Мадемуазель с откровенной насмешкой смотрела на меня. Я равнодушно заметил: "У вас на корабле превосходная дисциплина, Дахут".
Она опять рассмеялась. "Превосходная, Ален. Начнем ленч".
Ленч тоже оказался превосходным. Даже слишком. Двое слуг были похожи на остальных членов экипажа, и прислуживали нам они на коленях. Мадемуазель оказалась превосходной хозяйкой. Мы говорили о разном и постепенно я забывал кто она такая. Только к концу еды то, о чем мы оба думали, проявилось.
Я сказал, почти про себя: "Здесь встречаются феодальное и современное".
Она спокойно ответила: "Как и во мне. Но вы слишком консервативны, говоря о феодальных временах, Ален. Мои слуги уходят гораздо дальше. Как и я".
Я ничего не ответил. Она подняла бокал с вином, поворачивая его, чтобы в нем заблестели искорки света, и добавила так же спокойно: "И вы тоже".
Я поднял свой бокал и чокнулся с ней. "К древнему Ису? В таком случае я пью за это".
Она серьезно ответила: "К древнему Ису… и мы пьем за это".

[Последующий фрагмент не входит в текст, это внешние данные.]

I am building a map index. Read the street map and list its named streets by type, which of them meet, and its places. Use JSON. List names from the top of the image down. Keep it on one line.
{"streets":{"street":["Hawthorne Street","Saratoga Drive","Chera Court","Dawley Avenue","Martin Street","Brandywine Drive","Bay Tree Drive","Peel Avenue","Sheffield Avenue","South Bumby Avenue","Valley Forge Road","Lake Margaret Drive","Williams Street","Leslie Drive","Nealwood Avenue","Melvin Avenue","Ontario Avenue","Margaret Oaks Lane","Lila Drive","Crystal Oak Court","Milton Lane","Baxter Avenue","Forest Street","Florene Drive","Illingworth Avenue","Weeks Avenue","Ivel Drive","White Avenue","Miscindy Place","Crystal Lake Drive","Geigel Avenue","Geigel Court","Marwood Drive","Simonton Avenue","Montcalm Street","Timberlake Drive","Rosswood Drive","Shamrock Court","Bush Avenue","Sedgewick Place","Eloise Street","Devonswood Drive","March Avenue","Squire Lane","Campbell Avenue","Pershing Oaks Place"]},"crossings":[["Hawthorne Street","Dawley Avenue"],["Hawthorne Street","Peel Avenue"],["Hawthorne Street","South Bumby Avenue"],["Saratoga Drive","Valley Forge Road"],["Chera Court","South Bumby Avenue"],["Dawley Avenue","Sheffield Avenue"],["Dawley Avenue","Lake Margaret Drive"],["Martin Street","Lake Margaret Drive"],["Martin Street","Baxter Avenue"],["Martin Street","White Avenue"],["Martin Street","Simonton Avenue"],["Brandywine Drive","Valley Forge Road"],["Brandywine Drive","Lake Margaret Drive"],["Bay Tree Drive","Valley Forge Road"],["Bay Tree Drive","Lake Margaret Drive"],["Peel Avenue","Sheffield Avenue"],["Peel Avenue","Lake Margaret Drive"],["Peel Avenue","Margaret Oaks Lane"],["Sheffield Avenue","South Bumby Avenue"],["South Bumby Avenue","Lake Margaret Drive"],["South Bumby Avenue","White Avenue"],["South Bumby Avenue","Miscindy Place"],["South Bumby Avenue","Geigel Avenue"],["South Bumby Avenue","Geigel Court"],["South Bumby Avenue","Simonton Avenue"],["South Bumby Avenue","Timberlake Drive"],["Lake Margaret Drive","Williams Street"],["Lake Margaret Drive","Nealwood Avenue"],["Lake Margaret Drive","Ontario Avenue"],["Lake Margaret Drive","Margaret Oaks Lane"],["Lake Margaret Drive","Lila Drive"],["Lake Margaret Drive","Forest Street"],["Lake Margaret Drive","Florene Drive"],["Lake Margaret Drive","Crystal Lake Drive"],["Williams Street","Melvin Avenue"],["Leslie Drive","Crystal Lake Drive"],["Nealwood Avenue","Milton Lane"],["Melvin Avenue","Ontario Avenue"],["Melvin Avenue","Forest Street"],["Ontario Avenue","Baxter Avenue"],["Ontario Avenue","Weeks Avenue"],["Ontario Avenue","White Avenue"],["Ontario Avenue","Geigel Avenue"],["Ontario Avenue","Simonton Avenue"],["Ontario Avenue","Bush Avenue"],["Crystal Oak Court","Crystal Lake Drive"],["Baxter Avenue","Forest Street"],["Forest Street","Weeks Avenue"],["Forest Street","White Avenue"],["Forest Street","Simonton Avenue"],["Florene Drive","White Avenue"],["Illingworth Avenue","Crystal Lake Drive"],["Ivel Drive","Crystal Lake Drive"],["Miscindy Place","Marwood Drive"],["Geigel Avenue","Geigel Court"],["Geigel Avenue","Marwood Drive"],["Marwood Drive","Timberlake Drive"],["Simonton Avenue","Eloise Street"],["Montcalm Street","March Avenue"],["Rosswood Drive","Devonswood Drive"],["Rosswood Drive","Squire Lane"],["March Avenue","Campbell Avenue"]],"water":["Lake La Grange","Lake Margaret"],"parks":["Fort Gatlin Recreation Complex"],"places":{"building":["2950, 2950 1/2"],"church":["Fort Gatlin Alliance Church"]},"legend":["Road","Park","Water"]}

Мы снова соприкоснулись бокалами и выпили. Она поставила свой бокал и с легкой насмешкой взглянула на меня. "Похоже на медовый месяц, Ален?"
Я холодно ответил: "Если и так, то в нем не хватает новизны".
Она слегка покраснела. Сказала: "Вы… грубы, Ален".
- Я бы больше чувствовал себя новобрачным, если бы меньше - пленником.
Она на мгновение сдвинула прямые брови, и адские искорки заплясали во взгляде. И скромно заметила, хотя на щеках еще сохранялась краска гнева:
- О вы так легко… ускользаете, мой возлюбленный. У вас дар исчезать незаметно. Вам нечего было бояться… в ту ночь. Вы видели то, что я хотела вам показать, поступали так, как мне хотелось… так почему же вы сбежали?
Это меня задело; я снова ощутил смесь гнева и ненависти, схватил ее за руку.
- Не потому что испугался вас, белая ведьма. Я мог задушить вас во сне.
Она спокойно спросила, у губ ее появились ямочки:
- Почему ж вы этого не сделали?
Я отпустил ее руку. "Такая возможность по-прежнему есть. Вы нарисовали в моем спящем мозгу удивительную картину".
Она недоверчиво смотрела на меня. "Вы думаете… вы не считаете ее реальной? Вам кажется, древний Ис не реален?"
- Не более реален, Дахут, чем мир, в котором живут люди на этой яхте. По вашему приказу… или приказу вашего отца.
Она серьезно ответила: "Значит, я должна убедить вас в его реальности".
Все еще с гневом я сказал: "Он не более реален, чем ваши тени".
Она еще более серьезно ответила: "Тогда и, их реальности я должна вас убедить".